Stored data entries:
:::
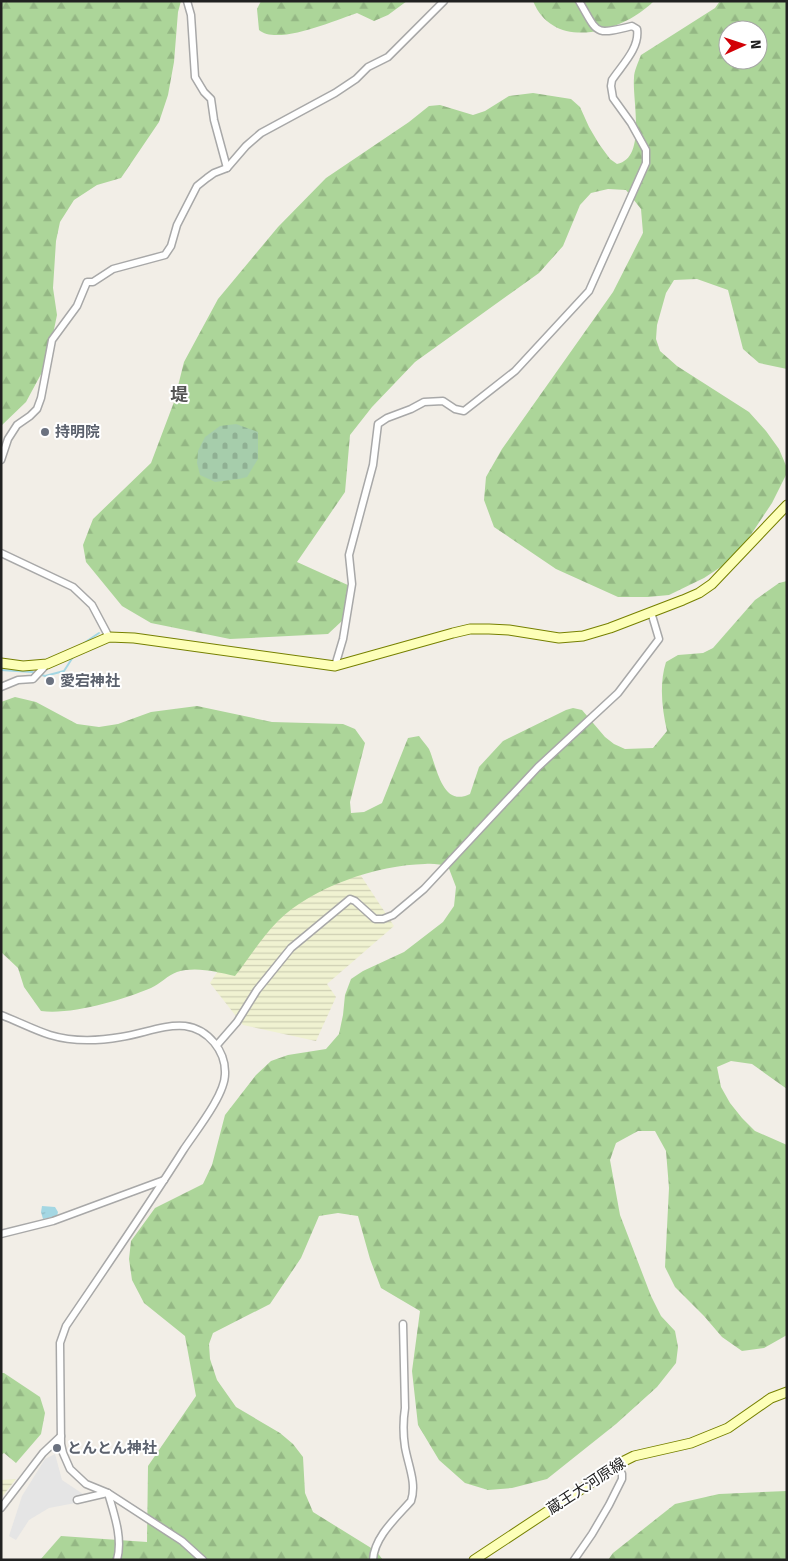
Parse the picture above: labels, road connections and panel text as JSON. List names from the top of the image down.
{
  "streets": {
    "street": ["蔵王大河原線"]
  },
  "districts": ["堤"],
  "places": ["持明院", "愛宕神社", "とんとん神社"],
  "north": "right"
}
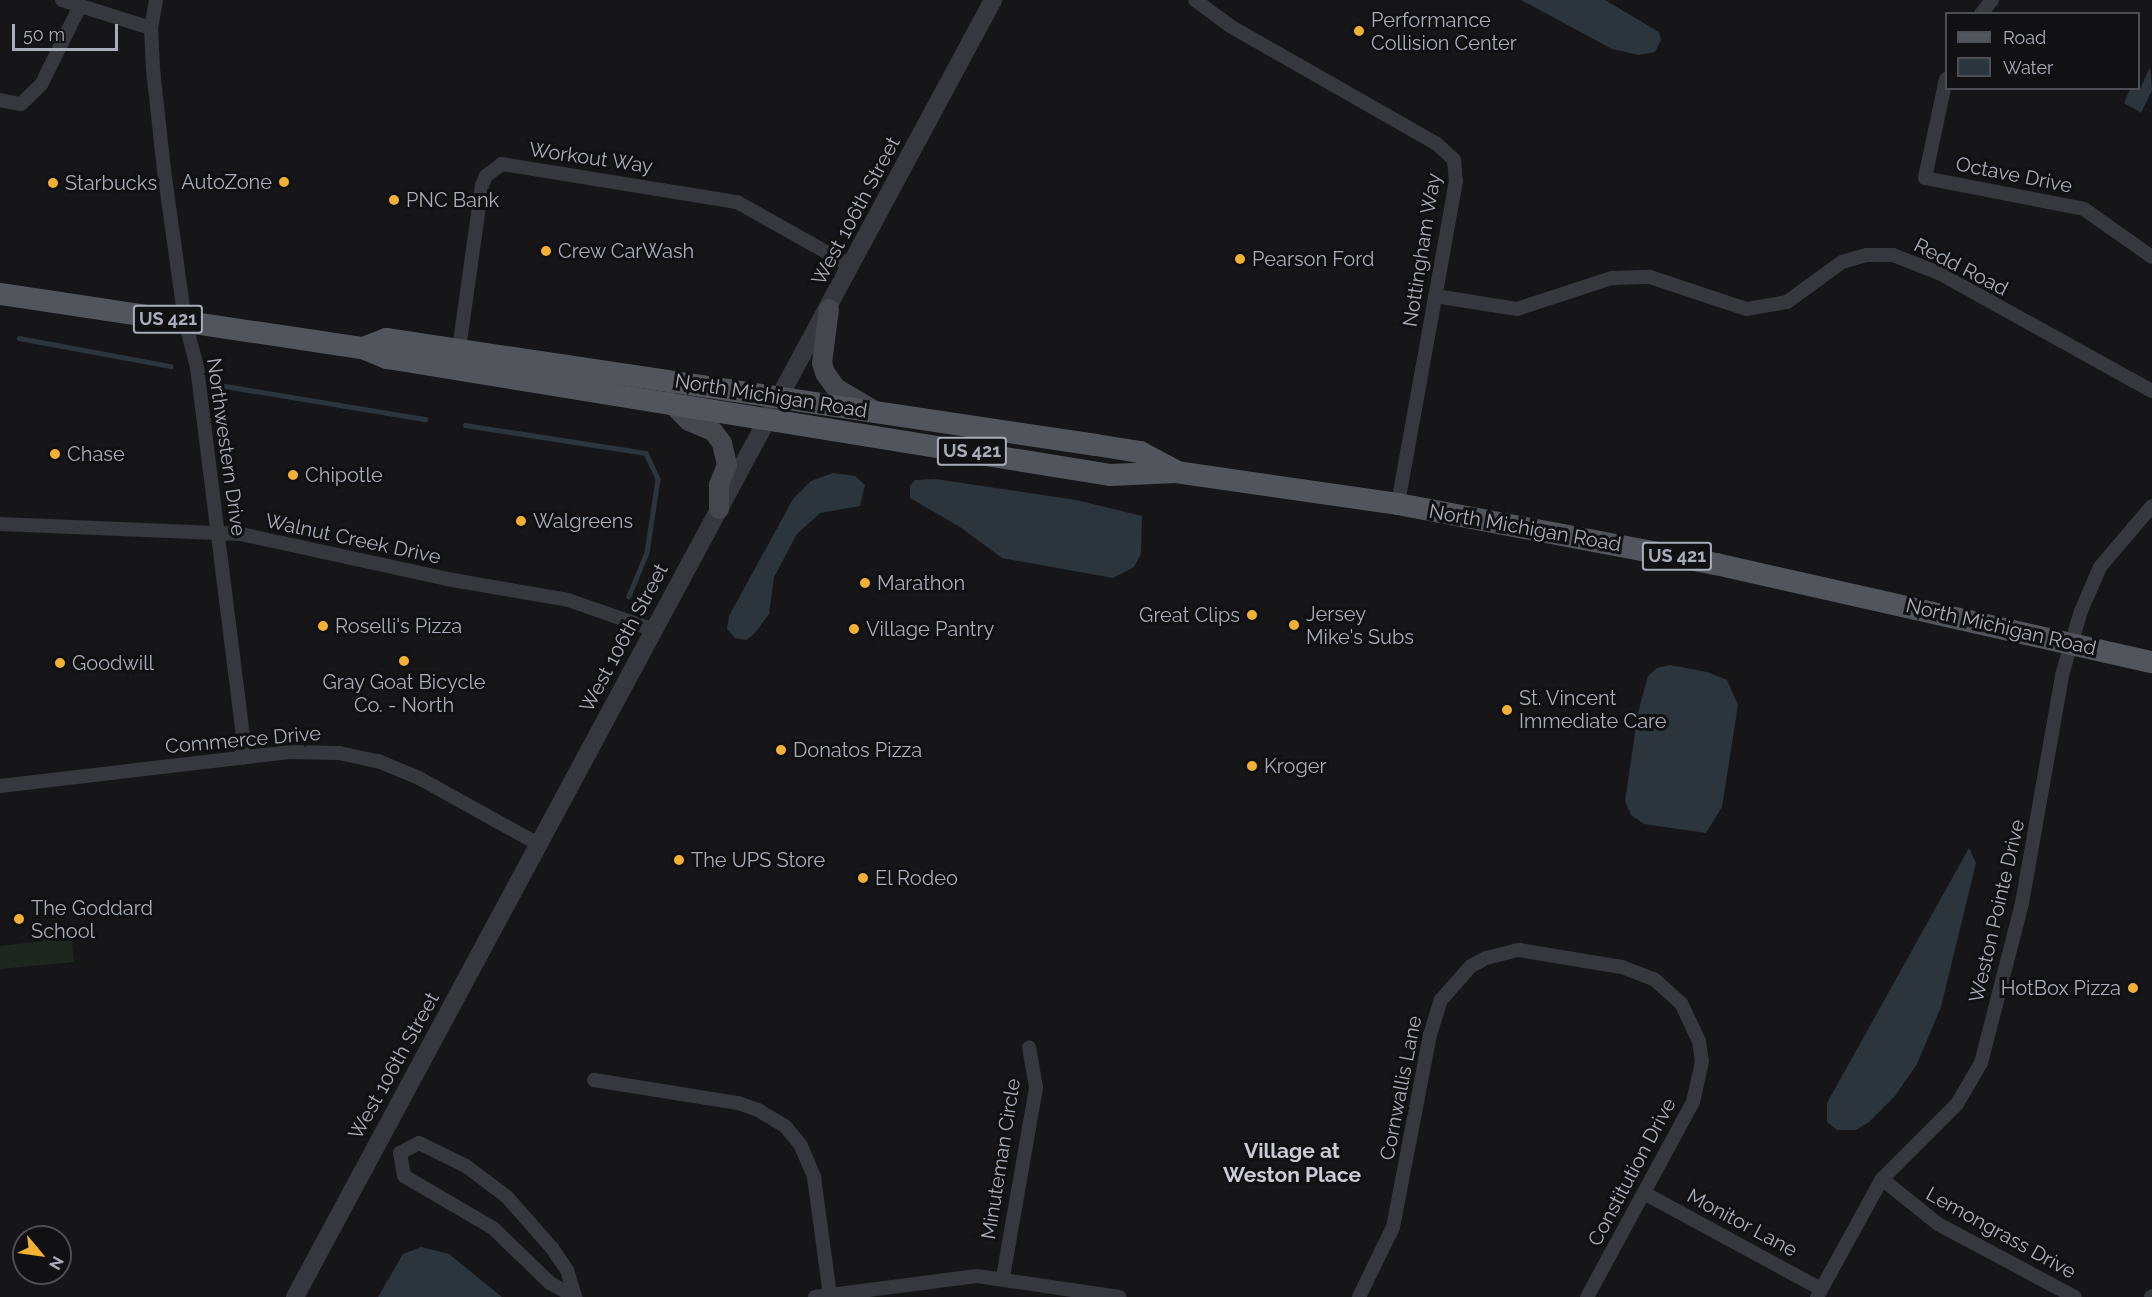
:::
Problem description
Copy each line above precisely, dropping the pictures.

Solution
Parse the picture above: labels, road connections and panel text as JSON. List names from the top of the image down.
{
  "streets": {
    "street": ["蔵王大河原線"]
  },
  "districts": ["堤"],
  "places": ["持明院", "愛宕神社", "とんとん神社"],
  "north": "right"
}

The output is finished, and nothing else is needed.